Collected data:

= Beginning of Section =

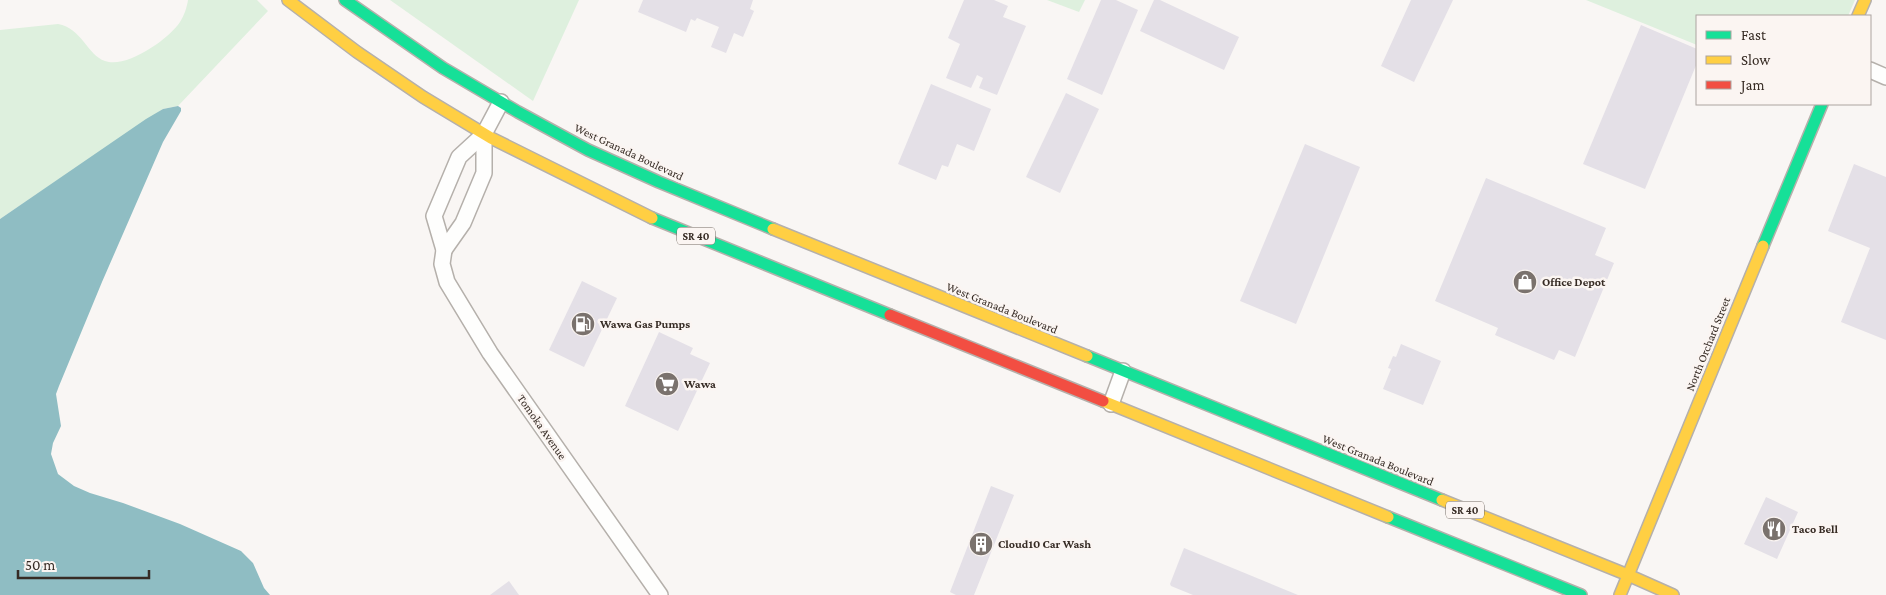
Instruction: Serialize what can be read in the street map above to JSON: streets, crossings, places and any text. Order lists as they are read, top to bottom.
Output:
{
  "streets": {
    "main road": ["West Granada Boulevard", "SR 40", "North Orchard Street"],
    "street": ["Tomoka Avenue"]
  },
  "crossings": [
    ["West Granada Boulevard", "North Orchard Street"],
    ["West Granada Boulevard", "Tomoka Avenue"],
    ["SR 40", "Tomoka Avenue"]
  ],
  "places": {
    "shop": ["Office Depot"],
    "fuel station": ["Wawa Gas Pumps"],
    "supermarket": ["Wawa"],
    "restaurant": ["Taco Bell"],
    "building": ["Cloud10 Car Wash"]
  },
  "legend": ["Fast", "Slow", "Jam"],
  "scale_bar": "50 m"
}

= End of Section =

▸ What is expected
The answer is a faithful copy of the records above, with the pictures removed.

▸ Response
Instruction: Serialize what can be read in the street map above to JSON: streets, crossings, places and any text. Order lists as they are read, top to bottom.
Output:
{
  "streets": {
    "main road": ["West Granada Boulevard", "SR 40", "North Orchard Street"],
    "street": ["Tomoka Avenue"]
  },
  "crossings": [
    ["West Granada Boulevard", "North Orchard Street"],
    ["West Granada Boulevard", "Tomoka Avenue"],
    ["SR 40", "Tomoka Avenue"]
  ],
  "places": {
    "shop": ["Office Depot"],
    "fuel station": ["Wawa Gas Pumps"],
    "supermarket": ["Wawa"],
    "restaurant": ["Taco Bell"],
    "building": ["Cloud10 Car Wash"]
  },
  "legend": ["Fast", "Slow", "Jam"],
  "scale_bar": "50 m"
}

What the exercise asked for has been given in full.